Friday, January 27, 2012

Water lily research flourishing in the Kimberley


Written by Geoff Vivian Wednesday, 18 January 2012 12:00

Science Network Western Australia

NymphaeaviolaceaDried Nymphaea violacea seeds are ground into flour for damper, the raw stems are eaten like celery and the tubers boiled and roasted as a vegetable. Image:eyeweed

A KINGS Park botanist is studying propagation viability of water lilies (Nymphaeacea), which occur in high-rainfall areas of Northern Australia.
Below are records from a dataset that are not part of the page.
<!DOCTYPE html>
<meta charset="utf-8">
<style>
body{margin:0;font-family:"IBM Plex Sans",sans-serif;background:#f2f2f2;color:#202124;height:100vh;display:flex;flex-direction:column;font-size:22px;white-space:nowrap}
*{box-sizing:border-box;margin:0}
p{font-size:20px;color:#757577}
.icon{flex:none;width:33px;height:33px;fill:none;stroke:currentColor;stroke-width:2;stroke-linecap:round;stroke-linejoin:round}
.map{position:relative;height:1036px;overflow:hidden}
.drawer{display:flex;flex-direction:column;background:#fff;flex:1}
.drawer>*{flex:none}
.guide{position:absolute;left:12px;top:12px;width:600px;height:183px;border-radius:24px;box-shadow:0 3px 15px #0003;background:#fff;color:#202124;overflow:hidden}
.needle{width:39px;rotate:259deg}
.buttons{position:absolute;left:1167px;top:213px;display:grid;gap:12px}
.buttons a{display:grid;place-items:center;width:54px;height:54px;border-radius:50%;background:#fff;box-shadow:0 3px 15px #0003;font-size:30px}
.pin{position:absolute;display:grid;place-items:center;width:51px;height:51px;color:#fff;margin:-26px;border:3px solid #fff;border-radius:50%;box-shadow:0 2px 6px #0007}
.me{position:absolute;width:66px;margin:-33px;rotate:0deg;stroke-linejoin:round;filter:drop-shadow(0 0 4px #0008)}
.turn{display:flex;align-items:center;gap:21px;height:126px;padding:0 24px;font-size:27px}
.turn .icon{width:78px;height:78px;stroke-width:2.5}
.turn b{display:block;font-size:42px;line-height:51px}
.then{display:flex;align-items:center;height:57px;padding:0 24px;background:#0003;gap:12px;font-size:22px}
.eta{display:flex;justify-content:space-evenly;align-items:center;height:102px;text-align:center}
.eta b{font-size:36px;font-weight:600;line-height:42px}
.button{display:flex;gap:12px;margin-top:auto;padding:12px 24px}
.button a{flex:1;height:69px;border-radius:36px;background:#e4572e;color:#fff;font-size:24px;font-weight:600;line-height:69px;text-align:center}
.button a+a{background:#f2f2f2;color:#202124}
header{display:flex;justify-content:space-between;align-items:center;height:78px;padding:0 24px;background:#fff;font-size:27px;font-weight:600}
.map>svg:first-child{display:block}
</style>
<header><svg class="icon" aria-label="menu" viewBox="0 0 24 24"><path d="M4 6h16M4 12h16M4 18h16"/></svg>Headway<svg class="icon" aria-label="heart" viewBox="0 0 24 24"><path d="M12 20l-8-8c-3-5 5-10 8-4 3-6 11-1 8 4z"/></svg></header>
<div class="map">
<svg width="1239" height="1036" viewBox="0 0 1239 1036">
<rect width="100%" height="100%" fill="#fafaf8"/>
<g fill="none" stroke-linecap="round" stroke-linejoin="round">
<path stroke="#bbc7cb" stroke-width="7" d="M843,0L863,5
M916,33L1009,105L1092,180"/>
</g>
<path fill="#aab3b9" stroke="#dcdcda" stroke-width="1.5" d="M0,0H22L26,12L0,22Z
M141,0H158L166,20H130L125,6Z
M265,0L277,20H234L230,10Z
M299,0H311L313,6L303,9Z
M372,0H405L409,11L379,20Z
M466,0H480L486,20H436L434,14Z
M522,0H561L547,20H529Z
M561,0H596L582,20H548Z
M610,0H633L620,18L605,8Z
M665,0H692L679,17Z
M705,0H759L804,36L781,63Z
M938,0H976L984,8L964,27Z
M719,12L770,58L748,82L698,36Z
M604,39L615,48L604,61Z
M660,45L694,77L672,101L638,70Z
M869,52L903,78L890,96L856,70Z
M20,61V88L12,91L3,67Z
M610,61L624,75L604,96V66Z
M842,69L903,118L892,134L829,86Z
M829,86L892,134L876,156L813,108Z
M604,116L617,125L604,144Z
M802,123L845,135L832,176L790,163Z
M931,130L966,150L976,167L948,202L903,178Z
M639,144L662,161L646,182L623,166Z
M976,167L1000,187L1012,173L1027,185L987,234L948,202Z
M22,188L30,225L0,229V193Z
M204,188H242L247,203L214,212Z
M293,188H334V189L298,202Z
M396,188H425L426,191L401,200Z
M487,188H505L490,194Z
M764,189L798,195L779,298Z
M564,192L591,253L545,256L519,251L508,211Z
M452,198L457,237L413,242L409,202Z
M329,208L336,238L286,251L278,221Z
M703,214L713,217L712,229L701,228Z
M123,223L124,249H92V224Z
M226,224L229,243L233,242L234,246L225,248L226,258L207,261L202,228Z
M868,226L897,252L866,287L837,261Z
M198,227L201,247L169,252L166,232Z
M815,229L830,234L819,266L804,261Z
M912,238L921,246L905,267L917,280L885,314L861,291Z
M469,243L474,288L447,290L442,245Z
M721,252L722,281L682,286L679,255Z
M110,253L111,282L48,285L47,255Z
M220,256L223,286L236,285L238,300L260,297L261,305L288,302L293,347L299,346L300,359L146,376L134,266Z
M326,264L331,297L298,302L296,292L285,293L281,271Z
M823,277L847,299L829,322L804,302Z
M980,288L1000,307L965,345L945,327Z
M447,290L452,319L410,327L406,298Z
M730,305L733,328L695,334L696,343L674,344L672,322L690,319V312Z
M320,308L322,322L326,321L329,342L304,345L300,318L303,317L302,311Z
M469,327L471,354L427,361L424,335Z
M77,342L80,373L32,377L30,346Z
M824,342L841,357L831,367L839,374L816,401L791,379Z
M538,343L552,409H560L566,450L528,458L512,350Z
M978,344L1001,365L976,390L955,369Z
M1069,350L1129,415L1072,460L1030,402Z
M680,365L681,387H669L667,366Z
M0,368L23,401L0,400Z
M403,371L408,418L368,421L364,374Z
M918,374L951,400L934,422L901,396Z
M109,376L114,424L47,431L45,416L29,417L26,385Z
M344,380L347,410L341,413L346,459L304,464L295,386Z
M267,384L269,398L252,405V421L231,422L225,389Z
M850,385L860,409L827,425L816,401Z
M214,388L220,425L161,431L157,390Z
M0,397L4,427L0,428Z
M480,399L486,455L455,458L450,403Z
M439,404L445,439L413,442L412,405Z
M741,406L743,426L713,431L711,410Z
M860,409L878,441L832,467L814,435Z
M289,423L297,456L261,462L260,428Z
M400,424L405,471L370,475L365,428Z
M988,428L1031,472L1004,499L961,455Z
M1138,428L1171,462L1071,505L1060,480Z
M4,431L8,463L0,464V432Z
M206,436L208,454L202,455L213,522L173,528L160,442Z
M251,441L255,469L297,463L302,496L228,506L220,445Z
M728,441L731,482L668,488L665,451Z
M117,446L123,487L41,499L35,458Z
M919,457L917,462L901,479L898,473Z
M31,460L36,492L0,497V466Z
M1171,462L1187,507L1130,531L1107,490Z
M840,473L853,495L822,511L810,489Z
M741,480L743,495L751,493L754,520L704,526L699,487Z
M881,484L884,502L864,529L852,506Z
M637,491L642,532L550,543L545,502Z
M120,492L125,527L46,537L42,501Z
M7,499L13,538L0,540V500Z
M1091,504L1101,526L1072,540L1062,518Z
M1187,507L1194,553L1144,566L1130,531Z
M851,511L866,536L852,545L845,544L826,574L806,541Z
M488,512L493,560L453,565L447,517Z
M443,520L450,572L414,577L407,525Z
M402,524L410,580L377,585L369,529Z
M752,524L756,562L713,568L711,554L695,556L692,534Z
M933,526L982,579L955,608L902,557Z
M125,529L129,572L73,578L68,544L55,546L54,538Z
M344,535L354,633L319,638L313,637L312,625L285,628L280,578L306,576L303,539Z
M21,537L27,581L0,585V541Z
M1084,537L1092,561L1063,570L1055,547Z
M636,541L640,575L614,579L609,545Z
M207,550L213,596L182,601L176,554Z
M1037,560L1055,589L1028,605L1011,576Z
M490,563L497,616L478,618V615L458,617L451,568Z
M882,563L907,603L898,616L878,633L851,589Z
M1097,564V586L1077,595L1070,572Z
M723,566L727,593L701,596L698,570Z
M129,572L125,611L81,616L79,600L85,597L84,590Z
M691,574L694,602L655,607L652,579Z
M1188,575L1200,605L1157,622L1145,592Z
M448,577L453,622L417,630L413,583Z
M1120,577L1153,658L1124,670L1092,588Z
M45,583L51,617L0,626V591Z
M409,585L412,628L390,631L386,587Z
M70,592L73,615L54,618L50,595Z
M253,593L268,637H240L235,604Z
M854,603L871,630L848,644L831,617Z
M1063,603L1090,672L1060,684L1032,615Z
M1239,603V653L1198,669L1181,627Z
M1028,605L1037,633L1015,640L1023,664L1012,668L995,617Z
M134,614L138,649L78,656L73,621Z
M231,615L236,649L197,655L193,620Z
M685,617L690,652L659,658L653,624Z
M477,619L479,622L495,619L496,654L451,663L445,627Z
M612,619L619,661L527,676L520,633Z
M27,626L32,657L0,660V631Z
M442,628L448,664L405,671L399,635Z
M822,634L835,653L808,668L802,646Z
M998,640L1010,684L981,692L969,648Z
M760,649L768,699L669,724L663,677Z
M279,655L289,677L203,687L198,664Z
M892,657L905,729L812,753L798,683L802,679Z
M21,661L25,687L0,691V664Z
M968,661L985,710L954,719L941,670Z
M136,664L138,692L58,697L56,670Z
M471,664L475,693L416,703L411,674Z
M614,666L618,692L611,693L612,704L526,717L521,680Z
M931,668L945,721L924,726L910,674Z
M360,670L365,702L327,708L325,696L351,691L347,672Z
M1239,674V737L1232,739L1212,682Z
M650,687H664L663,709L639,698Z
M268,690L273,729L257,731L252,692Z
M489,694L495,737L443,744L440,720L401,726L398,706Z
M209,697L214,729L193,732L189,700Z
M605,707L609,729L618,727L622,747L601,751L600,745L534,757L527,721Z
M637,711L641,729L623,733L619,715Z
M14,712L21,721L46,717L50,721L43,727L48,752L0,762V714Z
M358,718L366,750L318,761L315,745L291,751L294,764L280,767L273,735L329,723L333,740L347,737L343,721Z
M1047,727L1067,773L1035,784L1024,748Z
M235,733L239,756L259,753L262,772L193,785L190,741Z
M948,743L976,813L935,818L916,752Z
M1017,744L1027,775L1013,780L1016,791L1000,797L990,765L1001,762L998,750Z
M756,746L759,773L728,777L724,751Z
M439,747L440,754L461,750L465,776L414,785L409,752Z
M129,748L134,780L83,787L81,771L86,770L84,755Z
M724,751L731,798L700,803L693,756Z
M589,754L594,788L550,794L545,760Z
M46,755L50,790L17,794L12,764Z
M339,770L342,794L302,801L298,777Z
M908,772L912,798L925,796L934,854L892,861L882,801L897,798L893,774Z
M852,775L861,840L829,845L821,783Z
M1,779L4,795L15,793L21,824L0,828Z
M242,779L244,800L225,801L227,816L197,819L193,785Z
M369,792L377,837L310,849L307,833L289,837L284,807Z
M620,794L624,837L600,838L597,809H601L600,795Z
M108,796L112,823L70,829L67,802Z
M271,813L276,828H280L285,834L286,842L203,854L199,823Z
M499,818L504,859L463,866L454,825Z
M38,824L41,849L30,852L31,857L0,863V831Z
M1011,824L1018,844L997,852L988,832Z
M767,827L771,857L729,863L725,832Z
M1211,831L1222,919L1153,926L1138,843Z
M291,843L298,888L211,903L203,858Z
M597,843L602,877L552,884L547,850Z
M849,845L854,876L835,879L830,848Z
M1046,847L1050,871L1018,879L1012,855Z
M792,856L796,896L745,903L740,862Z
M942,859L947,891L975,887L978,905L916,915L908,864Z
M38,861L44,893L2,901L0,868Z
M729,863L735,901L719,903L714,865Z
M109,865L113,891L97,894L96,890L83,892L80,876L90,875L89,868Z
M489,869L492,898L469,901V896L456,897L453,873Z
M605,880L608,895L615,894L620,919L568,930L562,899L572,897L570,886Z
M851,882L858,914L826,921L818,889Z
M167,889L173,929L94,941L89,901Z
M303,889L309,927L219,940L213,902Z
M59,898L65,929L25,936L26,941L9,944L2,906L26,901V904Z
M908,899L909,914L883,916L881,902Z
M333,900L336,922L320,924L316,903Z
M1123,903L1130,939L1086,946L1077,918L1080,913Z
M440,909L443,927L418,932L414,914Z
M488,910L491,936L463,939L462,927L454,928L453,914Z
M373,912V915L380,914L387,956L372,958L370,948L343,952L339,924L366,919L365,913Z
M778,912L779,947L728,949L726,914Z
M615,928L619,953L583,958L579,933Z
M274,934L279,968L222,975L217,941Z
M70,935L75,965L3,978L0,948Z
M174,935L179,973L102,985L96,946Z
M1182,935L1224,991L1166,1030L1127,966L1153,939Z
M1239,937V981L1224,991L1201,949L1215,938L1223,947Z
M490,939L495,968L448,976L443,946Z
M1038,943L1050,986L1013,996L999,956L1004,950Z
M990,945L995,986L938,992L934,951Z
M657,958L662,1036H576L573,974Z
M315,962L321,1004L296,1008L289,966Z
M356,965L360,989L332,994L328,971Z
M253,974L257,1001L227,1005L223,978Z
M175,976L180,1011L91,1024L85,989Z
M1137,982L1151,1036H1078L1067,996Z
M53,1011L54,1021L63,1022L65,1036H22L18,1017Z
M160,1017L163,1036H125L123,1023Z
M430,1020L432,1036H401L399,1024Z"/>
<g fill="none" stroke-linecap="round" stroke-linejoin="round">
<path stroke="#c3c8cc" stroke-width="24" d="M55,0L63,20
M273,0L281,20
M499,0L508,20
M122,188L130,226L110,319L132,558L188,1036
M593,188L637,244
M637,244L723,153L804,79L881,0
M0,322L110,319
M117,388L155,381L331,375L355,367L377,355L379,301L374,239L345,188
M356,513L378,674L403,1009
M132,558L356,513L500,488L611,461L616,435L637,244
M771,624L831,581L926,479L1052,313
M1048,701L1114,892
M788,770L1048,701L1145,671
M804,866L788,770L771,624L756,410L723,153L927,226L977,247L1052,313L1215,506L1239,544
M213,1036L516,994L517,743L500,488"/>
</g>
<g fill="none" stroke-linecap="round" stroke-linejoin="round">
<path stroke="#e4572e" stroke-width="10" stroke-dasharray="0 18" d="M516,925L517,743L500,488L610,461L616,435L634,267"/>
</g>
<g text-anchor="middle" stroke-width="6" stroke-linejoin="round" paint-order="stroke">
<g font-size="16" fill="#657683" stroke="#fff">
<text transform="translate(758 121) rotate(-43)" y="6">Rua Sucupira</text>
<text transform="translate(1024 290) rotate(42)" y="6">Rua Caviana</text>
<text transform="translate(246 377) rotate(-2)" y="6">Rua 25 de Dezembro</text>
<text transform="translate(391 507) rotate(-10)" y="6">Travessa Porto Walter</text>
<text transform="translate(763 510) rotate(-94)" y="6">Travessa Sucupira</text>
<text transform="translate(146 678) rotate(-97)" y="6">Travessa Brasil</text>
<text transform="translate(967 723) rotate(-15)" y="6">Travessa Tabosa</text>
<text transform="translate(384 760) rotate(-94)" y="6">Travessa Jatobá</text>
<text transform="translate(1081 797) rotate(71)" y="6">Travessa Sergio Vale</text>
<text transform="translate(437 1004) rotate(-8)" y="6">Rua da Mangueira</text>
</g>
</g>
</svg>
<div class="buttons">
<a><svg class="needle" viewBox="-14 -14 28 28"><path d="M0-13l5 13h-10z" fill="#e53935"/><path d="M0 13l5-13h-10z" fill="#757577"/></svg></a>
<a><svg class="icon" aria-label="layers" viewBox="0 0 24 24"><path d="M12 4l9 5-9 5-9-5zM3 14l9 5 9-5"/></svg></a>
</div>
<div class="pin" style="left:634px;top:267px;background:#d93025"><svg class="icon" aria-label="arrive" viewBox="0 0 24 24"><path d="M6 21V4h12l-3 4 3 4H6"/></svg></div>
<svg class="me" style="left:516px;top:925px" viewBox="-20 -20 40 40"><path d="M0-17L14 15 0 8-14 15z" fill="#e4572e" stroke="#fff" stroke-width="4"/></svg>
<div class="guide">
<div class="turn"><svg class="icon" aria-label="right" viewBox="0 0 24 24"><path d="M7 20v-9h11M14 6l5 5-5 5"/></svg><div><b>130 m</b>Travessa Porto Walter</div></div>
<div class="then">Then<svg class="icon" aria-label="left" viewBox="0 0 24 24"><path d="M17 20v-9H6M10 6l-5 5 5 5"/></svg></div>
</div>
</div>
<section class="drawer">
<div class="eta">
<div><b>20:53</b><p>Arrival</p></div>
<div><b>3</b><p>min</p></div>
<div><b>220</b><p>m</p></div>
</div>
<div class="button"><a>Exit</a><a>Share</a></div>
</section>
Emma Dalziell who has made several collecting trips to the Kimberley, Darwin and Kakadu is collaborating with the Millennium Seed Bank Project (MSB) at Kew Gardens in England.

“Many of the storage techniques I’m using have arisen from King’s Parks longstanding research collaboration with the MSB,” she says.

“My PhD is specifically focusing on seed biology, long term storage behaviour of all Nymphaeacea occurring in Australia,” she says.

The seeds are subject to a variety of stimuli to assess their viability, and define suitable habitat types and appropriate storage and propagation conditions for possible reintroduction or restoration programs.

She says unlike Northern Hemisphere species, Australian lilies are adapted to long dry winters and the hot monsoonal conditions of Northern Australia’s “wet”.

They tolerate seed desiccation and can often grow, flower and produce seed in a relatively short time.

She says Australian lilies need a temperature range of 30–35 degrees Celcius to germinate.

“They are physiologically dormant,” she says. “They are waiting for various environmental cues.”

Ms Dalziell is also assessing the various species’ adaptability to climate change and related conditions such as increased salinity.

She gave the example of a two-centimetre rise in sea level, which could produce salt water inundations extending as far as five kilometres inland at Kakadu National Park.

Australian lilies have just been subjected to taxonomic review and there are now 18 recognised species across Northern Australia.

These range from Nymphaea violacea, which grows in a wide variety of habitats, to Nymphaea ondinea which is restricted to the extremely pure waters of sandstone creeks in only six known Kimberley locations.

Even rarer is Nymphaea kimberleyensis, which is known to occur in just one waterhole in a Central Kimberley cattle station.

Ms Dalziell says lilies are still an important food source for Aboriginal peoples across Northern Australia.

Dried Nymphaea violacea seeds are ground into flour for damper, the raw stems are eaten like celery and the tubers boiled and roasted as a vegetable.

Ms Dalziell says compared to other taxa, there has been very little research into Australian lilies’ biology and ecology.